OK, They just didn't look smooth in the pic on my computer at work, but they look ok on the one at home. Good job


----------



## PigeonMadness (Apr 21, 2009)

What would you estimate the cost of the materials necessary for the carrier? Thanks in advanced.


----------



## JaxRacingLofts (Apr 11, 2010)

Nice Job. What are the dimensions and how many birds can it hold?


----------



## kbraden (Mar 27, 2010)

off topic... on the one pic that shows the aviary in the back, is that 2" x 4" field fencing? the birds don't squeeze through it?


----------



## swagg (Feb 13, 2011)

kbraden said:


> off topic... on the one pic that shows the aviary in the back, is that 2" x 4" field fencing? the birds don't squeeze through it?

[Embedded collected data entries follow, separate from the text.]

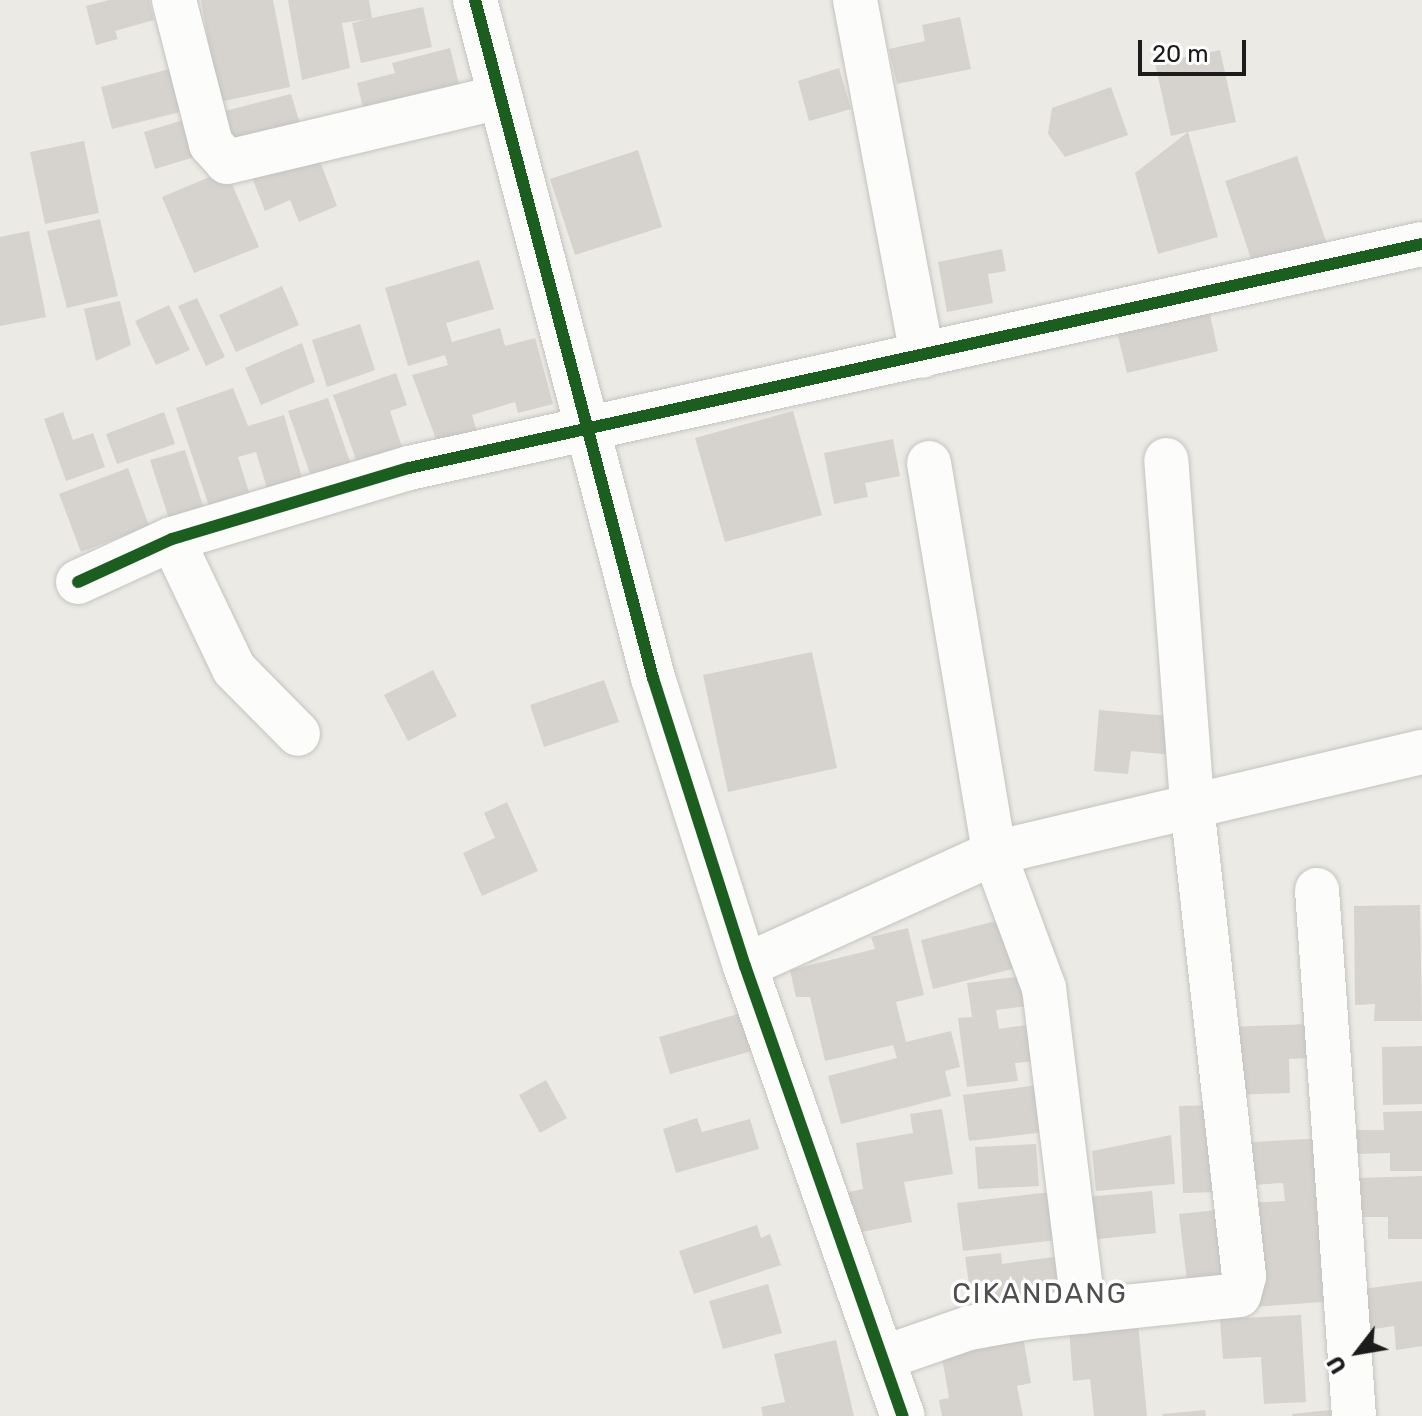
<!DOCTYPE html>
<html>
<head>
<meta charset="utf-8">
<style>
  body { margin:0 }
  #map { position:relative; width:1422px; height:1416px; overflow:hidden; background:#eceae4; font-family:Rubik,sans-serif }
  div>[style] { position:absolute }
  .building>* { inset:0; background:#d6d3cf }
  .roads { filter:drop-shadow(0 0 2px #c4c3c0) drop-shadow(0 0 2px #c4c3c0) }
  .street>* { height:44px; margin:-22px; padding:0 22px; transform-origin:22px; border-radius:22px; background:#fcfcfb }
  .cycleway>* { height:12px; margin:-6px; padding:0 6px; transform-origin:6px; border-radius:6px; background:#1b5e20 }
  span { translate:-50% -50%; white-space:nowrap; text-align:center; line-height:1.15; -webkit-text-stroke:7px #fff; paint-order:stroke }
  .quarter-label { font-size:28px; color:#4f4f4f; letter-spacing:2px }
  .north { position:absolute; left:1318px; top:1312px; width:80px; height:80px; -webkit-text-stroke:6px #fff; paint-order:stroke; rotate:239deg; font-size:22px; font-weight:700; line-height:32px; text-align:center; color:#1c1c1c }
  .north::after { content:''; display:block; margin:auto; width:28px; height:36px; background:#1c1c1c; clip-path:polygon(50% 0,100% 100%,50% 72%,0 100%) }
  .scale { position:absolute; left:1138px; top:40px; width:108px; height:36px; box-sizing:border-box; border:4px solid #1c1c1c; border-top:0; padding-left:10px; font-size:24px; line-height:28px; white-space:nowrap; color:#1c1c1c; -webkit-text-stroke:6px #fff; paint-order:stroke }
</style>
</head>
<body>
<div id="map">
  <div class="building">
    <i style="clip-path:polygon(109px 0,149px 0,154px 20px,115px 31px,118px 39px,96px 45px,86px 6px)"></i>
    <i style="clip-path:polygon(201px 0,273px 0,290px 87px,219px 102px)"></i>
    <i style="clip-path:polygon(288px 0,369px 0,372px 18px,423px 7px,432px 47px,361px 63px,352px 23px,368px 19px,342px 23px,350px 68px,302px 80px)"></i>
    <i style="clip-path:polygon(960px 17px,971px 69px,897px 84px,889px 49px,925px 41px,922px 25px)"></i>
    <i style="clip-path:polygon(450px 48px,461px 92px,365px 116px,357px 83px,395px 73px,392px 63px)"></i>
    <i style="clip-path:polygon(1220px 50px,1236px 122px,1188px 132px,1218px 237px,1158px 254px,1135px 173px,1188px 132px,1171px 136px,1155px 63px)"></i>
    <i style="clip-path:polygon(177px 67px,188px 110px,112px 129px,101px 87px)"></i>
    <i style="clip-path:polygon(839px 68px,851px 109px,809px 121px,798px 81px)"></i>
    <i style="clip-path:polygon(1111px 87px,1128px 135px,1065px 157px,1048px 134px,1052px 108px)"></i>
    <i style="clip-path:polygon(291px 94px,303px 133px,236px 151px,225px 111px)"></i>
    <i style="clip-path:polygon(193px 117px,204px 154px,155px 169px,144px 132px)"></i>
    <i style="clip-path:polygon(84px 141px,99px 213px,45px 224px,30px 152px)"></i>
    <i style="clip-path:polygon(638px 150px,662px 227px,575px 255px,550px 179px)"></i>
    <i style="clip-path:polygon(318px 156px,337px 206px,299px 222px,290px 200px,265px 211px,252px 177px)"></i>
    <i style="clip-path:polygon(1297px 156px,1328px 247px,1255px 271px,1225px 181px)"></i>
    <i style="clip-path:polygon(226px 170px,259px 247px,194px 273px,162px 197px)"></i>
    <i style="clip-path:polygon(100px 219px,118px 296px,67px 308px,47px 231px)"></i>
    <i style="clip-path:polygon(29px 231px,46px 317px,0 326px,0 237px)"></i>
    <i style="clip-path:polygon(1002px 249px,1006px 271px,988px 274px,993px 303px,947px 312px,938px 262px)"></i>
    <i style="clip-path:polygon(479px 260px,494px 309px,446px 323px,452px 342px,500px 328px,505px 346px,535px 338px,553px 404px,518px 413px,515px 402px,472px 415px,484px 455px,446px 466px,412px 375px,448px 365px,445px 355px,408px 366px,385px 288px)"></i>
    <i style="clip-path:polygon(282px 286px,299px 325px,236px 352px,219px 315px)"></i>
    <i style="clip-path:polygon(197px 298px,225px 357px,206px 366px,178px 306px)"></i>
    <i style="clip-path:polygon(120px 301px,131px 345px,96px 361px,84px 309px)"></i>
    <i style="clip-path:polygon(169px 305px,190px 350px,156px 365px,135px 321px)"></i>
    <i style="clip-path:polygon(1208px 306px,1218px 351px,1127px 373px,1116px 328px)"></i>
    <i style="clip-path:polygon(360px 324px,375px 370px,327px 387px,312px 340px)"></i>
    <i style="clip-path:polygon(302px 343px,315px 382px,261px 405px,245px 368px)"></i>
    <i style="clip-path:polygon(396px 373px,407px 405px,390px 411px,404px 453px,359px 468px,333px 395px)"></i>
    <i style="clip-path:polygon(233px 388px,248px 426px,284px 415px,305px 488px,270px 498px,256px 452px,238px 457px,252px 502px,212px 515px,176px 408px)"></i>
    <i style="clip-path:polygon(328px 398px,351px 465px,312px 479px,288px 411px)"></i>
    <i style="clip-path:polygon(793px 411px,822px 515px,725px 542px,695px 438px)"></i>
    <i style="clip-path:polygon(63px 412px,73px 440px,93px 433px,105px 467px,66px 481px,44px 419px)"></i>
    <i style="clip-path:polygon(164px 412px,175px 444px,117px 464px,106px 434px)"></i>
    <i style="clip-path:polygon(893px 439px,900px 476px,865px 483px,868px 497px,834px 504px,824px 453px)"></i>
    <i style="clip-path:polygon(185px 450px,206px 515px,171px 525px,150px 460px)"></i>
    <i style="clip-path:polygon(128px 468px,149px 526px,81px 552px,59px 494px)"></i>
    <i style="clip-path:polygon(812px 652px,837px 768px,728px 792px,703px 675px)"></i>
    <i style="clip-path:polygon(433px 670px,457px 716px,408px 741px,384px 695px)"></i>
    <i style="clip-path:polygon(604px 680px,619px 722px,544px 747px,530px 705px)"></i>
    <i style="clip-path:polygon(1099px 710px,1169px 716px,1175px 755px,1131px 751px,1128px 774px,1094px 771px)"></i>
    <i style="clip-path:polygon(507px 802px,538px 871px,482px 896px,463px 853px,495px 838px,484px 813px)"></i>
    <i style="clip-path:polygon(1420px 905px,1422px 1021px,1374px 1021px,1375px 1004px,1355px 1005px,1354px 906px)"></i>
    <i style="clip-path:polygon(1020px 915px,1032px 964px,933px 989px,921px 940px)"></i>
    <i style="clip-path:polygon(908px 928px,924px 995px,896px 1002px,906px 1042px,951px 1031px,960px 1067px,945px 1071px,951px 1096px,841px 1124px,828px 1076px,897px 1058px,893px 1045px,825px 1061px,810px 997px,796px 997px,790px 970px,875px 949px,871px 937px)"></i>
    <i style="clip-path:polygon(1023px 976px,1027px 1006px,996px 1010px,999px 1029px,1038px 1023px,1044px 1060px,1015px 1063px,1018px 1081px,967px 1087px,958px 1018px,972px 1017px,967px 983px)"></i>
    <i style="clip-path:polygon(741px 1013px,752px 1051px,670px 1074px,659px 1037px)"></i>
    <i style="clip-path:polygon(1308px 1024px,1309px 1058px,1289px 1059px,1290px 1093px,1232px 1095px,1229px 1027px)"></i>
    <i style="clip-path:polygon(1422px 1046px,1422px 1104px,1383px 1105px,1382px 1047px)"></i>
    <i style="clip-path:polygon(546px 1080px,567px 1118px,540px 1133px,519px 1095px)"></i>
    <i style="clip-path:polygon(1047px 1084px,1053px 1131px,969px 1141px,963px 1095px)"></i>
    <i style="clip-path:polygon(1211px 1105px,1225px 1192px,1183px 1193px,1179px 1106px)"></i>
    <i style="clip-path:polygon(942px 1109px,953px 1174px,904px 1182px,912px 1222px,852px 1234px,844px 1193px,863px 1189px,856px 1143px,913px 1133px,910px 1114px)"></i>
    <i style="clip-path:polygon(1422px 1111px,1422px 1171px,1390px 1171px,1390px 1153px,1358px 1154px,1357px 1130px,1384px 1130px,1383px 1112px)"></i>
    <i style="clip-path:polygon(697px 1118px,702px 1132px,750px 1119px,759px 1149px,676px 1173px,663px 1129px)"></i>
    <i style="clip-path:polygon(1171px 1135px,1175px 1184px,1096px 1191px,1092px 1151px)"></i>
    <i style="clip-path:polygon(1326px 1138px,1337px 1301px,1253px 1307px,1246px 1203px,1285px 1201px,1283px 1183px,1236px 1186px,1234px 1143px)"></i>
    <i style="clip-path:polygon(1036px 1144px,1039px 1186px,978px 1189px,975px 1147px)"></i>
    <i style="clip-path:polygon(1422px 1176px,1422px 1239px,1388px 1239px,1388px 1217px,1359px 1217px,1359px 1178px)"></i>
    <i style="clip-path:polygon(1152px 1191px,1156px 1233px,1080px 1241px,1075px 1198px)"></i>
    <i style="clip-path:polygon(1051px 1192px,1057px 1240px,963px 1251px,957px 1203px)"></i>
    <i style="clip-path:polygon(1226px 1209px,1236px 1302px,1190px 1306px,1179px 1214px)"></i>
    <i style="clip-path:polygon(757px 1225px,761px 1238px,770px 1234px,781px 1265px,694px 1294px,679px 1251px)"></i>
    <i style="clip-path:polygon(1001px 1253px,1002px 1264px,1068px 1255px,1066px 1298px,973px 1311px,965px 1257px)"></i>
    <i style="clip-path:polygon(1422px 1281px,1422px 1346px,1396px 1350px,1394px 1326px,1361px 1331px,1355px 1290px)"></i>
    <i style="clip-path:polygon(768px 1284px,782px 1333px,723px 1349px,709px 1301px)"></i>
    <i style="clip-path:polygon(1301px 1315px,1306px 1402px,1264px 1404px,1261px 1357px,1223px 1359px,1220px 1319px)"></i>
    <i style="clip-path:polygon(1138px 1323px,1147px 1416px,1094px 1416px,1090px 1379px,1073px 1381px,1069px 1329px)"></i>
    <i style="clip-path:polygon(1022px 1331px,1031px 1383px,1017px 1386px,1023px 1416px,942px 1416px,939px 1400px,949px 1398px,940px 1346px)"></i>
    <i style="clip-path:polygon(836px 1340px,854px 1416px,763px 1416px,761px 1407px,785px 1402px,774px 1354px)"></i>
    <i style="clip-path:polygon(1205px 1410px,1206px 1416px,1163px 1416px,1162px 1414px)"></i>
    <i style="clip-path:polygon(1330px 1410px,1331px 1416px,1293px 1416px,1292px 1414px)"></i>
  </div>
  <div class="roads">
    <div class="street">
      <i style="left:174px;top:0;width:149px;rotate:75.6deg"></i>
      <i style="left:211px;top:144px;width:24px;rotate:48deg"></i>
      <i style="left:227px;top:162px;width:281px;rotate:-13.4deg"></i>
      <i style="left:475px;top:0;width:701px;rotate:75.29deg"></i>
      <i style="left:653px;top:678px;width:302px;rotate:72.3deg"></i>
      <i style="left:745px;top:966px;width:477px;rotate:70.7deg"></i>
      <i style="left:855px;top:0;width:362px;rotate:79.3deg"></i>
      <i style="left:929px;top:463px;width:395px;rotate:80.5deg"></i>
      <i style="left:994px;top:853px;width:144px;rotate:69.7deg"></i>
      <i style="left:1044px;top:988px;width:326px;rotate:83deg"></i>
      <i style="left:172px;top:539px;width:144px;rotate:64.5deg"></i>
      <i style="left:234px;top:669px;width:91px;rotate:45.4deg"></i>
      <i style="left:78px;top:582px;width:103px;rotate:-24.6deg"></i>
      <i style="left:172px;top:539px;width:247px;rotate:-16.7deg"></i>
      <i style="left:409px;top:468px;width:1037px;rotate:-12.47deg"></i>
      <i style="left:1317px;top:890px;width:527px;rotate:85.98deg"></i>
      <i style="left:745px;top:966px;width:273px;rotate:-24.4deg"></i>
      <i style="left:994px;top:853px;width:440px;rotate:-13.3deg"></i>
      <i style="left:883px;top:1358px;width:91px;rotate:-19.2deg"></i>
      <i style="left:969px;top:1328px;width:62px;rotate:-10.2deg"></i>
      <i style="left:1030px;top:1317px;width:210px;rotate:-6deg"></i>
      <i style="left:1239px;top:1295px;width:20px;rotate:-75deg"></i>
      <i style="left:1244px;top:1276px;width:477px;rotate:-96.3deg"></i>
      <i style="left:1192px;top:802px;width:343px;rotate:-94.3deg"></i>
    </div>
  </div>
  <div class="cycleway">
    <i style="left:475px;top:0;width:701px;rotate:75.29deg"></i>
    <i style="left:653px;top:678px;width:302px;rotate:72.3deg"></i>
    <i style="left:745px;top:966px;width:477px;rotate:70.7deg"></i>
    <i style="left:78px;top:582px;width:103px;rotate:-24.6deg"></i>
    <i style="left:172px;top:539px;width:247px;rotate:-16.7deg"></i>
    <i style="left:409px;top:468px;width:1037px;rotate:-12.47deg"></i>
  </div>
  <div class="quarter-label">
    <span style="left:1040px;top:1294px">CIKANDANG</span>
  </div>
  <div class="north">U</div>
  <div class="scale">20 m</div>
</div>
</body>
</html>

I used that type of wire to divide my loft, and nope no one can squeeze through


----------



## gercobghan (Apr 22, 2011)

it cost me around $15 paint and nylon bag from garage sale.
dimensions 24" x 15" x 10
nope they don't squeeze through


----------



## NayNay (Mar 16, 2011)

Nicely done!


----------



## Larry_Cologne (Jul 6, 2004)

Very nice-looking pigeon carrier!

Does it come with oriental carpeting? (LOL).

Larry


----------